So it's Tuesday and I woke up early excited to workout, take a photo to compare it to last week, and celebrate my success. Then real life happened. Both girls woke up about 2 minutes after I did. They woke up grumpy. We rushed to take dad to work which made it all worse (he ended up walking). It was at that moment of group tears, I decided we all needed to take a deep breath and just slow down. Things got better. We made it to the inside park. The girls ran their little hearts out! Laughed. Yelled. Ran. Jumped. Climbed. It was glorious.
But, E1 is in a boundary phase. Every transition can be a struggle. She says "NO" a lot. She wants to do it "all by myself!!" a lot. It can be hard to slow down enough to let her do these things. By 11am I was tired. I ate a horrible lunch. Bought chips at the store (because we shopped right before lunch, bad idea!). It was one of those stress-eating days.
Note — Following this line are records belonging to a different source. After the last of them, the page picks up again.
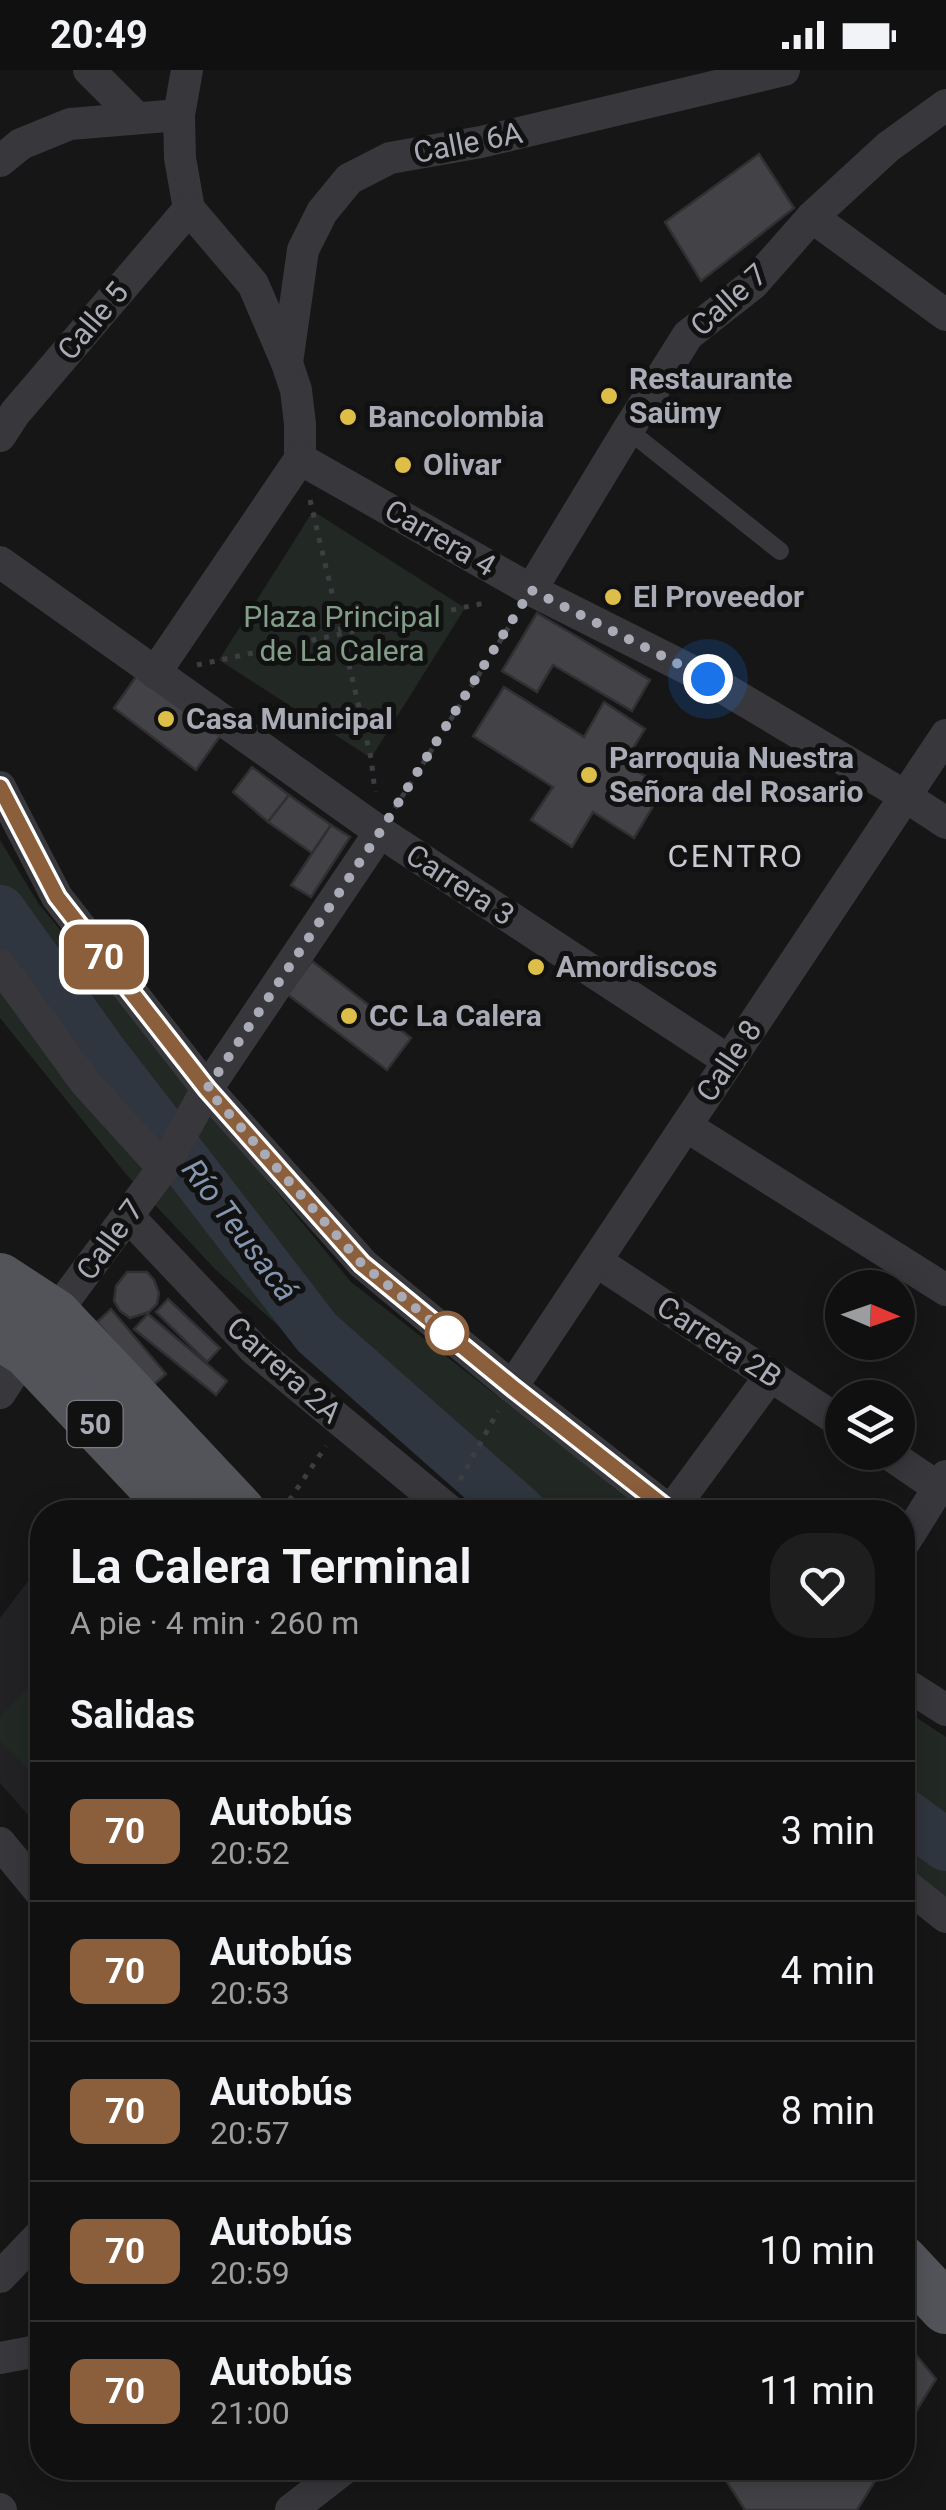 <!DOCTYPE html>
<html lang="es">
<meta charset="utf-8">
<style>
:root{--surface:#101011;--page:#1e1e1f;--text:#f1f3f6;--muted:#9c9d9f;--line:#303031}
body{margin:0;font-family:Roboto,sans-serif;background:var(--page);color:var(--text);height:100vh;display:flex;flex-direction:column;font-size:38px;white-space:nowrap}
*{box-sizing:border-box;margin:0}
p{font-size:32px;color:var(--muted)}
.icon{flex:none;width:55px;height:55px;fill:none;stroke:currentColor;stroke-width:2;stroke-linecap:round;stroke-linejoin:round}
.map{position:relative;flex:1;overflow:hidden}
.panel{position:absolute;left:30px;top:1430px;width:885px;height:980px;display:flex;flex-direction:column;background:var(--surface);border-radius:40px;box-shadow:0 5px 25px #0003,0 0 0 2px var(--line)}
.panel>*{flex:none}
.badge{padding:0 20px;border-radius:15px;font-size:35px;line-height:65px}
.needle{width:65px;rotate:92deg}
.fabs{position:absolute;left:825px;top:1200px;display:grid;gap:20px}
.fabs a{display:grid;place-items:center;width:90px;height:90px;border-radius:50%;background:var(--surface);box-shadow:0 5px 25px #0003,0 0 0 2px var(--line);font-size:50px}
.you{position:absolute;width:50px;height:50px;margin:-25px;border:8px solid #fff;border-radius:50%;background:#1a73e8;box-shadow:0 0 0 15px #1a73e833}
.map>.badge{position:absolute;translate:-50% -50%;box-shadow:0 0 0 5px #fff}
h2{padding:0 40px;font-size:38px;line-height:90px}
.round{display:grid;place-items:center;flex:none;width:105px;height:105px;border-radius:40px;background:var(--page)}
.summary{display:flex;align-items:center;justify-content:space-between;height:170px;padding:0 40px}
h1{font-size:48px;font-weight:600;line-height:75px}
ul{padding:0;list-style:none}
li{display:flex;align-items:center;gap:30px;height:140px;padding:0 40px;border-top:2px solid var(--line)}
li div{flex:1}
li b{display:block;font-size:38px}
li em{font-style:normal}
li .badge{min-width:110px;font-weight:700;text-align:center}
.status{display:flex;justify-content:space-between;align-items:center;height:70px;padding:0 50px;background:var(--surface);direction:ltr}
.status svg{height:28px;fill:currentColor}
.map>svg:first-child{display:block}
.built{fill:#222224}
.green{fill:#222924}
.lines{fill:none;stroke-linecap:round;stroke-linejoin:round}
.river{stroke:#30363f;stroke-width:52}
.building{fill:#434347;stroke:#303033;stroke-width:2.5}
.path{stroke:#3d3e43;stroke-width:5;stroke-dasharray:5 8;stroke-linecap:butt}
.service{stroke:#37373c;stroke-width:18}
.minor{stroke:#37373c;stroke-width:32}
.primary{stroke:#53545a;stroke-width:52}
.line-casing{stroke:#fff;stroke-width:22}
.line{stroke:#8b5e3c;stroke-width:15}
.walk{stroke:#a9abb6;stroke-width:10;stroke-dasharray:0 18}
.poi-dot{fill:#ddbe48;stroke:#111112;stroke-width:4}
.stop-dot{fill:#fff;stroke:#8b5e3c;stroke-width:5}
.labels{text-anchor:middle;stroke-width:10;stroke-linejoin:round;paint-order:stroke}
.shield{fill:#111112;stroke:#7b7d85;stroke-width:2.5}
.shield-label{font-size:28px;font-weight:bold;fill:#a9abb6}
.street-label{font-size:30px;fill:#a9abb6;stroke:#111112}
.poi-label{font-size:30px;font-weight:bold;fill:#a9abb6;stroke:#111112;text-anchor:start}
.park-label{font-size:30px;fill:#829e88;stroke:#111112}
.neighbourhood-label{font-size:32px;letter-spacing:2.5px;fill:#cacbd2;stroke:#111112}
.water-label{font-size:32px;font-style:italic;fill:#8495ad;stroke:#111112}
</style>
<div class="status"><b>20:49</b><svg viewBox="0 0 49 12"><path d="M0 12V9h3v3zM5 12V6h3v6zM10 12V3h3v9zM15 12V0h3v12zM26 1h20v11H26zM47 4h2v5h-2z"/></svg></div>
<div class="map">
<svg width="946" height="2440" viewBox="0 0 946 2440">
<rect width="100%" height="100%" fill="#161617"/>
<polygon class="built" points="42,1493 42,1761 0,1713 0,1548"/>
<g class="green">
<polygon points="313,441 465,538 371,688 219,590"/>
<polygon points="0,770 38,833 351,1212 646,1442 486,1442 215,1199 126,1104 0,948"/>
<polygon points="41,1604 42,1605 42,1713 0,1671 0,1647"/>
<polygon points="902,1638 946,1667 946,1831 903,1797"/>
</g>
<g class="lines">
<g class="river">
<polyline points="0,841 99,980 317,1263 520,1442"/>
<polyline points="902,1743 946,1775"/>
</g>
</g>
<g class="building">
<polygon points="759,84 794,138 701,211 665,152"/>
<polygon points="537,543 650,610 632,641 553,595 537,622 502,601"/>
<polygon points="138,604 220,666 196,700 114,638"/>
<polygon points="504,617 584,667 604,632 645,659 624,693 664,718 634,768 593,742 572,777 531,750 553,717 473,666"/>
<polygon points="252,697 289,725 268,752 233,722"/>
<polygon points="289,725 331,755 312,783 268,752"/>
<polygon points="331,755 350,767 311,827 291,815"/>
<polygon points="312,891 411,968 387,1000 287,924"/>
<polygon points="127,1202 147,1202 154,1210 159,1223 157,1234 149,1242 130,1248 120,1241 114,1231 116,1216"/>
<polygon points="168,1229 220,1278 207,1292 156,1242"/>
<polygon points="111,1239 166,1304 152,1316 97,1252"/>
<polygon points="148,1244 227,1311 216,1325 134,1259"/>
<polygon points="902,2268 936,2309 902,2364"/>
<polygon points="718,2398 883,2398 857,2440 745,2440"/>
</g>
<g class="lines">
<g class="path">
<polyline points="310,430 371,688 375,722"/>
<polyline points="197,595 489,532"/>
<polyline points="395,738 517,544"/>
<polyline points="460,1410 498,1341"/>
<polyline points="282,1441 326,1376"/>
</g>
<polyline class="service" points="628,360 780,481"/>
<g class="minor">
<polyline points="89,0 137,48"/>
<polyline points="187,0 179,45 180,88 189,139"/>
<polyline points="0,91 21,74 70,54 179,45"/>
<polyline points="189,139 253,214 287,293 296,320 300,354 300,389"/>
<polyline points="812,147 946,245"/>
<polyline points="287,293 303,180 322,142 349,109 390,88 481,72 784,0"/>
<polyline points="0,366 15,343 189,139"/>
<polyline points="300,389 531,520 708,609 905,726 946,753"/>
<polyline points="0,492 380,762 729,991"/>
<polyline points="531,520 628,360 688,265 753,214 812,147 888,77 946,35"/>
<polyline points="155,603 300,389"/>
<polyline points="0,717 57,827 207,1019 363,1194 512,1317 671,1442"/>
<polyline points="0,895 85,1012 163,1098"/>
<polyline points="686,1056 946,1220"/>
<polyline points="128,1146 255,1280 451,1442"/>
<polyline points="596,1191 842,1353"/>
<polyline points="512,1317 946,665"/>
<polyline points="0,1323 27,1281 163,1098 207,1019 380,762"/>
<polyline points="886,1382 939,1418"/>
<polyline points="670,1442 771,1305"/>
<polyline points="902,1476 946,1406"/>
<polyline points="902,1612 946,1640"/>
<polyline points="0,1773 42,1824"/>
<polyline points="902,1812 946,1847"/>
<polyline points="0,2207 42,2163"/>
<polyline points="0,2288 42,2280"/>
<polyline points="0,2439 1,2440"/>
<polyline points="291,2440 345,2398"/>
</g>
<g class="primary">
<polyline points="0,1209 55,1245 240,1442"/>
<polyline points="0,1264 27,1281 179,1442"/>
<polyline points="902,2191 946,2238"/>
</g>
</g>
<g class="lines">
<g class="line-casing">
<polyline id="line" points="0,717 57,827 207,1019 362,1194 512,1317 671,1442"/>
</g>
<use href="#line" class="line"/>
<polyline class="walk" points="447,1263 452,1268 362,1194 207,1019 380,762 531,520 708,609"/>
</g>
<g class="poi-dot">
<circle cx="609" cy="326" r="10"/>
<circle cx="348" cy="347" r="10"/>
<circle cx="403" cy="395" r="10"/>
<circle cx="613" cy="527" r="10"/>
<circle cx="166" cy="649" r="10"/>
<circle cx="589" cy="705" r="10"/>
<circle cx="536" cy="897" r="10"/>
<circle cx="349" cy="946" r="10"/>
</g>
<circle class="stop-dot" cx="447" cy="1263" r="20"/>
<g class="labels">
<rect class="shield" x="67.5" y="1331" width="55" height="46" rx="8"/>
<g class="shield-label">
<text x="95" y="1364">50</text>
</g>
<g class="street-label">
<text transform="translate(468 73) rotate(-11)" y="10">Calle 6A</text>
<text transform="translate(729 230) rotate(-42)" y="10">Calle 7</text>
<text transform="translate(93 251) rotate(-50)" y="10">Calle 5</text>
<text transform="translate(440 468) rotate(30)" y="10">Carrera 4</text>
<text transform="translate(460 815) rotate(33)" y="10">Carrera 3</text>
<text transform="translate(729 991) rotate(-56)" y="10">Calle 8</text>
<text transform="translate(110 1170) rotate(-54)" y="10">Calle 7</text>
<text transform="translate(719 1272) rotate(33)" y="10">Carrera 2B</text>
<text transform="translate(284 1300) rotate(42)" y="10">Carrera 2A</text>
</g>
<g class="poi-label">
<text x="629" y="319">Restaurante<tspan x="629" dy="34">Saümy</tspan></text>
<text x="368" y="357">Bancolombia</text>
<text x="423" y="405">Olivar</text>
<text x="633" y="537">El Proveedor</text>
<text x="186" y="659">Casa Municipal</text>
<text x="609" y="698">Parroquia Nuestra<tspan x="609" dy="34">Señora del Rosario</tspan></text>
<text x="556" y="907">Amordiscos</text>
<text x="369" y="956">CC La Calera</text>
</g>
<g class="park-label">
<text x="342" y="557">Plaza Principal<tspan x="342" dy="34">de La Calera</tspan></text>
</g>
<g class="neighbourhood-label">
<text x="736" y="797">CENTRO</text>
</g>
<g class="water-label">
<text transform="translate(240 1160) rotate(53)" y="11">Río Teusacá</text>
</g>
</g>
</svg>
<div class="fabs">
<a><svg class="needle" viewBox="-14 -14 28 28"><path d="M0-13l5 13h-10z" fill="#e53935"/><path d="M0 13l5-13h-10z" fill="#9c9d9f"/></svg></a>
<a><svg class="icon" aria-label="layers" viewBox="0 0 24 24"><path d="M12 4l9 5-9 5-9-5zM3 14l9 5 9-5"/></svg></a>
</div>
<div class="you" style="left:708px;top:609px"></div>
<b class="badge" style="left:104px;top:887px;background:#8b5e3c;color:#fff">70</b>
<section class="panel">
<div class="summary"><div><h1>La Calera Terminal</h1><p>A pie · 4 min · 260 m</p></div><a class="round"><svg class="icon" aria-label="heart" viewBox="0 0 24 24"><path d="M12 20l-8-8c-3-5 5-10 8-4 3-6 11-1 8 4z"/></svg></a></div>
<h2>Salidas</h2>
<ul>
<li><span class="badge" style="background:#8b5e3c;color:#fff">70</span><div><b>Autobús</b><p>20:52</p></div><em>3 min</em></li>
<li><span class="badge" style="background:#8b5e3c;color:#fff">70</span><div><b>Autobús</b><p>20:53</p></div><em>4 min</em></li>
<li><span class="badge" style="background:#8b5e3c;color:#fff">70</span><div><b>Autobús</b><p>20:57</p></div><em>8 min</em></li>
<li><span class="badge" style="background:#8b5e3c;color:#fff">70</span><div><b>Autobús</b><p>20:59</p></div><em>10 min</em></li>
<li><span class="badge" style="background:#8b5e3c;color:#fff">70</span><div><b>Autobús</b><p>21:00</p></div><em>11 min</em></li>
</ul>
</section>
</div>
So here I am at 9:00pm with a glass of wine. Having eaten like shit all day and having missed my workout (then didn't feel motivated anymore), being reminded by my husband that tomorrow is a new day. To try again. To be honest about the struggle.
So let's do part brag, part reality check. I have worked out consistently for a whole week!! WAHOO!! I actually thought about running and felt like I might be strong enough to give it a go! I have been feeling strong in general. Less winded. Less fatigued. My sleep is better. Overall, it's been amazing! PiYo is my friend. It gets me!
But today was real. Real life, with disappointments, missed expectations, and bad habits. But tomorrow is a new day!